■ **Problem statement**:
Retype all the records with nothing changed.

╭─ Extracted information

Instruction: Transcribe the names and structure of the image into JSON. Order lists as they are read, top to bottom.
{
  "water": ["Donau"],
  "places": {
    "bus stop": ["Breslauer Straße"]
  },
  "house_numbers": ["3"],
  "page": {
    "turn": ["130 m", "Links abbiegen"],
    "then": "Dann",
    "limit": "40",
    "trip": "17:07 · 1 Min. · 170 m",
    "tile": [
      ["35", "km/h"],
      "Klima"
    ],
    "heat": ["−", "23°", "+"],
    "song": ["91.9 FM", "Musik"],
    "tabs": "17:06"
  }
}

╰─

■ **Solved exercise**:
Instruction: Transcribe the names and structure of the image into JSON. Order lists as they are read, top to bottom.
{
  "water": ["Donau"],
  "places": {
    "bus stop": ["Breslauer Straße"]
  },
  "house_numbers": ["3"],
  "page": {
    "turn": ["130 m", "Links abbiegen"],
    "then": "Dann",
    "limit": "40",
    "trip": "17:07 · 1 Min. · 170 m",
    "tile": [
      ["35", "km/h"],
      "Klima"
    ],
    "heat": ["−", "23°", "+"],
    "song": ["91.9 FM", "Musik"],
    "tabs": "17:06"
  }
}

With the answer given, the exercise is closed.